WAYVES: Why do you think Hawkes is being charged at this point, and specifically why with the antiquated charge of gross indecency?
VANCE: He's been charged because someone contacted the authorities to report an alleged offence. In terms of the charge laid, I don't think there was any harmful intent on the part of the police. I think their approach in these kinds of cases is quite cookie-cutter. There is an allegation, they go to their little handbook about what charges existed at the time, and they lay them. That approach needs to change, and to be honest, the LGBT community has taken its eye off the ball on this one, because this is not the only time (even in N.S. recently), where these charges are being used. Gross indecency is a charge dealing with deviant behaviour, essentially. And it was mostly targetted toward gay sex as deviant. These kinds of laws around deviancy have no modern day equivalent. If the allegation is one of assault or non-consensual conduct, there is an older assault charge that can cover that.
WAYVES: Do you think that there’s any way to achieve a balance between Hawkes’ supporters, and the #webelievesurvivors community?
VANCE: As a survivor myself, I don't have any conflict about challenging charges that shouldn't be laid, and supporting someone that I know and trust, who claims they are innocent. A hashtag doesn't necessarily represent a community, but I understand and am very sympathetic to the sentiment of believing survivors. I personally chose not to use the court system for a number of reasons and I think there are fundamental flaws in how justice is administered in sexual assault cases.
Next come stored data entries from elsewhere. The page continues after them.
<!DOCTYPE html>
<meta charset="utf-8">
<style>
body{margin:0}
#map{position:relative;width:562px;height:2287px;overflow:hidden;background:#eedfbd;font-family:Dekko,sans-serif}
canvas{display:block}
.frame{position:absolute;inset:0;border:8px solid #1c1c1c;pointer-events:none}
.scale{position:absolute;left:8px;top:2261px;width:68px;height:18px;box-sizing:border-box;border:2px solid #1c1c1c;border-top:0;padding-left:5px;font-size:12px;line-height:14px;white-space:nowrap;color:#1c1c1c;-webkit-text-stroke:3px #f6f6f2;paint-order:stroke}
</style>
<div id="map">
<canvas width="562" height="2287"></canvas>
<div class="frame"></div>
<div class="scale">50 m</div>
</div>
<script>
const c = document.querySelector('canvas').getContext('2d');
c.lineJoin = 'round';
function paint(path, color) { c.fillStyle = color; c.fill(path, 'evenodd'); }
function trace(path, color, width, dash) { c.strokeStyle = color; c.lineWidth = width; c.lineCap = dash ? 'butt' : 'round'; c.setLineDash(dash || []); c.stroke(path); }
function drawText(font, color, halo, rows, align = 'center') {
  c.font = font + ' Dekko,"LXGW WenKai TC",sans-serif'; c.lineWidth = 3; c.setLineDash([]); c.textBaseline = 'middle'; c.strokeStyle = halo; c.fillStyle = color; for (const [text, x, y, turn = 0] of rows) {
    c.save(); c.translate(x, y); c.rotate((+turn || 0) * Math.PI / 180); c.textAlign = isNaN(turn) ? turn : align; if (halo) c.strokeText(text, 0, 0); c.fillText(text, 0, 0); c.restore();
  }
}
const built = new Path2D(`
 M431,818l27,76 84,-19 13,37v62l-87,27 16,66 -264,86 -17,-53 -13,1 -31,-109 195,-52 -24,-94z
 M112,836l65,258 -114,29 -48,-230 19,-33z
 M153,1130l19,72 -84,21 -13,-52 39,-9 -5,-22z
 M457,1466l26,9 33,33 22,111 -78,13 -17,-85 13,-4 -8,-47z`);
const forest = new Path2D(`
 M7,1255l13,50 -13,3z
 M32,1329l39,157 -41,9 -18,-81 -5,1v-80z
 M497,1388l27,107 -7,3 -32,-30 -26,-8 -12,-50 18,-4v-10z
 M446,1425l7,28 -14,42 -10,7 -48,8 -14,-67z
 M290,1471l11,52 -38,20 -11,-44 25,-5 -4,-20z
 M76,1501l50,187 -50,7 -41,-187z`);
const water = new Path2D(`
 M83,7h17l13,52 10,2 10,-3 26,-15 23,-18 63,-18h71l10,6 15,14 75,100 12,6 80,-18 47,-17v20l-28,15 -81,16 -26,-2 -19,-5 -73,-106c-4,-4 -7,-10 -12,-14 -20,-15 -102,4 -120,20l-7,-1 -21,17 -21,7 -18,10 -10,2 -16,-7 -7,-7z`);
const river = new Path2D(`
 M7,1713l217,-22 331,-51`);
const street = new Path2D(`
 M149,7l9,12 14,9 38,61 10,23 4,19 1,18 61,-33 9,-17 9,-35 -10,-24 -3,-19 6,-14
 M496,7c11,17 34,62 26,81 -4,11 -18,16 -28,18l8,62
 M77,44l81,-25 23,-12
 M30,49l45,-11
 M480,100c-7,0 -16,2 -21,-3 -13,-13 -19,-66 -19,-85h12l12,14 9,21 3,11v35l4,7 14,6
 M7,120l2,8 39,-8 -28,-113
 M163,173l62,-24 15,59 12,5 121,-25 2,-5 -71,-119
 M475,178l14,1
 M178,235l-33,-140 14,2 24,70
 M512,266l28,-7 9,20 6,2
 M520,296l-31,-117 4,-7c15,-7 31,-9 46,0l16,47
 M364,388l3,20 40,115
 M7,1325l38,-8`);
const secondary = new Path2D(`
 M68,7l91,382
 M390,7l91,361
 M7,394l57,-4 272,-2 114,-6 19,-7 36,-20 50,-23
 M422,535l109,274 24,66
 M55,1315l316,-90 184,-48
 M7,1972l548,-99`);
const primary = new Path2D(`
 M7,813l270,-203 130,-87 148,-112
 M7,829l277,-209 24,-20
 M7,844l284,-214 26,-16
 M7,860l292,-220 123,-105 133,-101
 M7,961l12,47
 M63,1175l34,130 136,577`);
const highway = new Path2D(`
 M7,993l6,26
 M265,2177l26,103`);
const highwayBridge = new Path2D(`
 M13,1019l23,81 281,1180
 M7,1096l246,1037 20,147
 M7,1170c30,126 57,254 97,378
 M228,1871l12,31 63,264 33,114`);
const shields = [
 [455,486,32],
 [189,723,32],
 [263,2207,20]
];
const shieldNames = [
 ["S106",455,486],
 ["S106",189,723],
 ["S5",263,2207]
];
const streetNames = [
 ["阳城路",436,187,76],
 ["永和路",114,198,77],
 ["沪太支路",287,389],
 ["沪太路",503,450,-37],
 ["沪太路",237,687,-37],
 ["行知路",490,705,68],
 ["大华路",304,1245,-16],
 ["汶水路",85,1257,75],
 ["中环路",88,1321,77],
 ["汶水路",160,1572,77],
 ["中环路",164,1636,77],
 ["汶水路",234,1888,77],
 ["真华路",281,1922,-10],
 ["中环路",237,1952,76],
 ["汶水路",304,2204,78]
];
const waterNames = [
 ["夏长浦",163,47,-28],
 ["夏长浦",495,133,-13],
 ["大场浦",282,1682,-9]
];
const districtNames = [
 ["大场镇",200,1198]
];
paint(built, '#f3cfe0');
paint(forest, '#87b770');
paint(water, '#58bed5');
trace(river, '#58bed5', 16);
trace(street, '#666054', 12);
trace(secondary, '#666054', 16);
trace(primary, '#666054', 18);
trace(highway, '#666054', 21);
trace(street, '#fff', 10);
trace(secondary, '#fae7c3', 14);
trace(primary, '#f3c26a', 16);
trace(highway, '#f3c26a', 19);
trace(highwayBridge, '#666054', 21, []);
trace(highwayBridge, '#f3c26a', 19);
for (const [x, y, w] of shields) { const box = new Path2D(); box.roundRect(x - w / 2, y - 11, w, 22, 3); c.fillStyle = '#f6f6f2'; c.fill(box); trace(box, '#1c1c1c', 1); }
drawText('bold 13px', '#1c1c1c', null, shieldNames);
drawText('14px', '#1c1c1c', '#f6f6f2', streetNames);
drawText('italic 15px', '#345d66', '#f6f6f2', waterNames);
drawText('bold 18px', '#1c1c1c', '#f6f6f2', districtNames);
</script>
But do I believe that everyone who ever makes a complaint to the police is not always correct or free from any motivation other than pure justice, I don't think anyone could say otherwise with absolute certainty. And I have a particular concern about how someone can fairly defend themselves 40 years later from a charge that is so damaging and has been such a painful (and mythical) correlation targeting gay men in particular for years.
What are you organizing here in Nova Scotia? How can people contribute? We are planning to do some community education initiatives and would encourage people to keep an eye out for these in the coming months. We are also working with justice officials around the legacy of these charges and the necessity (of which there isn't) to continue to use some of them, like gross indecency.
WAYVES: What are you organizing here in Nova Scotia? How can people contribute?
VANCE: We are planning to do some community education initiatives and would encourage people to keep an eye out for these in the coming months. We are also working with justice officials around the legacy of these charges and the necessity (of which there isn't) to continue to use some of them, like gross indecency.